Além da cota de 40%, o projeto, que tramita em caráter de urgência, traz outras duas novidades. Devolve às entidades estudantis – UNE, Ubes e DCEs, entre outras – a exclusividade na emissão das carteirinhas e estabelece que elas sejam fabricadas pela Casa da Moeda, com uma tecnologia que visa a reduzir falsificações.
Daniel Iliescu, presidente da UNE, reconhece que a cota consiste numa restrição ao que existe hoje em dia na maior parte do país, mas conta que a entidade resolveu aceitá-la para que o direito de desconto volte a ser aplicado de forma real – e não mais com a chamada falsa meia-entrada (quando o mercado dobra o preço dos ingressos para arrecadar o valor real com a venda de meias-entradas).
“Nas reuniões que fizemos com a indústria, eles nos mostraram que até 2001, quando o então presidente Fernando Henrique Cardoso tirou das entidades estudantis a exclusividade na emissão das carteirinhas, o uso da meia-entrada rondava 28% das bilheterias. Depois disso, passou para 78%. Os 40% fixados pelo projeto devem dar conta da necessidade real. Então decidimos reefetivar primeiro o desconto, que hoje não funciona de verdade, para depois, se necessário, lutar por um aumento dessa porcentagem.”
Queda de preços à vista?
O objetivo da UNE é conseguir baratear o preço dos ingressos. Alguns produtores culturais, que nos últimos meses penaram para lotar espetáculos por conta dos ingressos caros, já concordam que é necessário rever valores.
“Hoje, estipulo o preço de maneira simples: calculo de quanto vou precisar e multiplico por dois. Com a cota (de 40% para meia-entrada), vou multiplicar por 1,4, ou algo do tipo”, antecipa Ganem. “Para os produtores, é interessante ter preço menor. As pessoas não estão mais pagando por ingressos caros. Vide Lady Gaga e Madonna (que tiveram ingressos encalhados).”
“Ninguém quer dar um tiro no pé”, ecoa Barata. “Temos que baixar os preços para renovar as plateias. Tenho certeza de que a regulamentação vai se refletir nos valores dos ingressos.”
No setor cinematográfico, o projeto de lei também encontra apoio.
“Ainda que não atenda totalmente às demandas da Federação Nacional das Empresas Exibidoras Cinematográficas (Feneec), o projeto ao menos oferece soluções para questões imediatas, como a regularização na emissão das carteiras”,destaca Paulo Celso Lui, presidente da federação. “O projeto é positivo. Tende a colocar ordem no atual panorama.”
Devido ao acordo entre os envolvidos, a deputada federal Jandira Feghali (PCdoB-RJ), presidente da Frente Parlamentar de Cultura, acredita que a lei nacional estará pronta já em meados do ano que vem:
“O projeto ainda retornará ao Senado porque foi modificado na Câmara.
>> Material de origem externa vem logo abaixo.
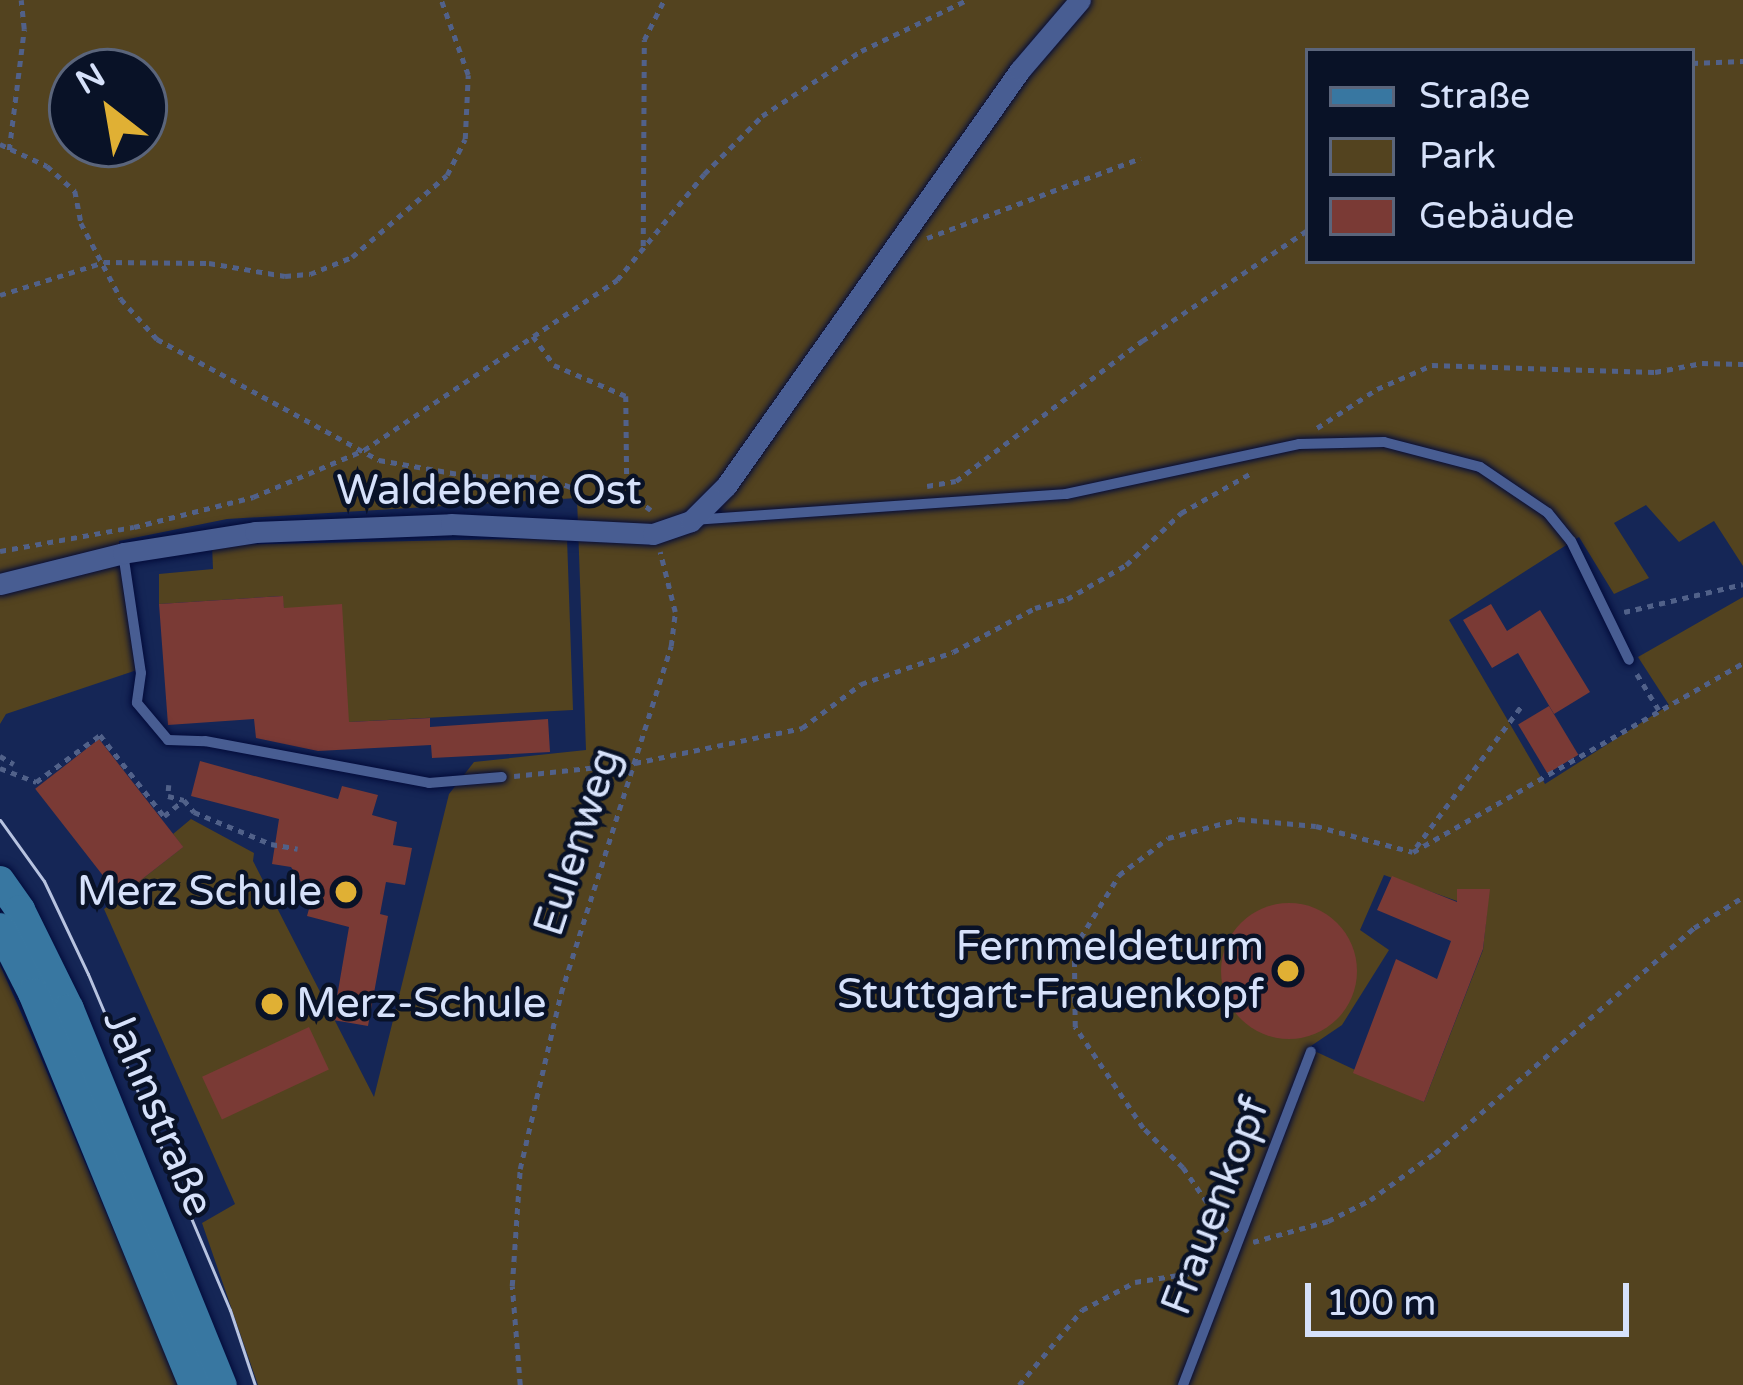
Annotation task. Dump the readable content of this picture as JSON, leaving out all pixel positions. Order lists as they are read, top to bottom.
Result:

Mas, como há consenso e as mudanças foram pequenas, passará rápido tanto na CCJ quanto no Senado. A lei deve ser sancionada no primeiro semestre de 2013.”
No que diz respeito à fiscalização do benefício, o projeto entra em terreno arenoso. Estabelece que a tarefa “caberá aos órgãos públicos competentes federais, estaduais e municipais” e que eles poderão aplicar sanções administrativas e penais.
“O Estatuto da Juventude já obriga bilheterias a mostrar quantas meias-entradas foram postas à venda e quantas foram vendidas. Queremos levar isso para à nova lei nacional”, diz Iliescu, da UNE.
Uma vez aprovada, a lei terá valor em todo o Brasil, até onde já há regulamentações locais sobre o assunto, caso de Rio, São Paulo, Porto Alegre e Fortaleza. Diante da convivência de duas leis, especialistas preveem um acalorado debate. Caberá ao Judiciário decidir qual lei prevalecerá.
Coexistência de leis pode gerar polêmica
Juristas que acompanham o debate sobre o projeto de lei 4.571 alertam para um futuro de polêmica no que diz respeito à meia-entrada. Em estados e municípios que já têm regulamentação, o Judiciário deverá dizer qual lei prevalecerá: a local ou a federal.
No Rio de Janeiro e em São Paulo, por exemplo, todos os estudantes têm direito ao benefício, independentemente do número de ingressos postos à venda. Se o projeto for aprovado como está, a lei nacional restringirá esse direito a 40% das entradas. Logo, seria possível que um estudante quisesse, mas não conseguisse efetivar o direito que lhe é garantido no âmbito estadual.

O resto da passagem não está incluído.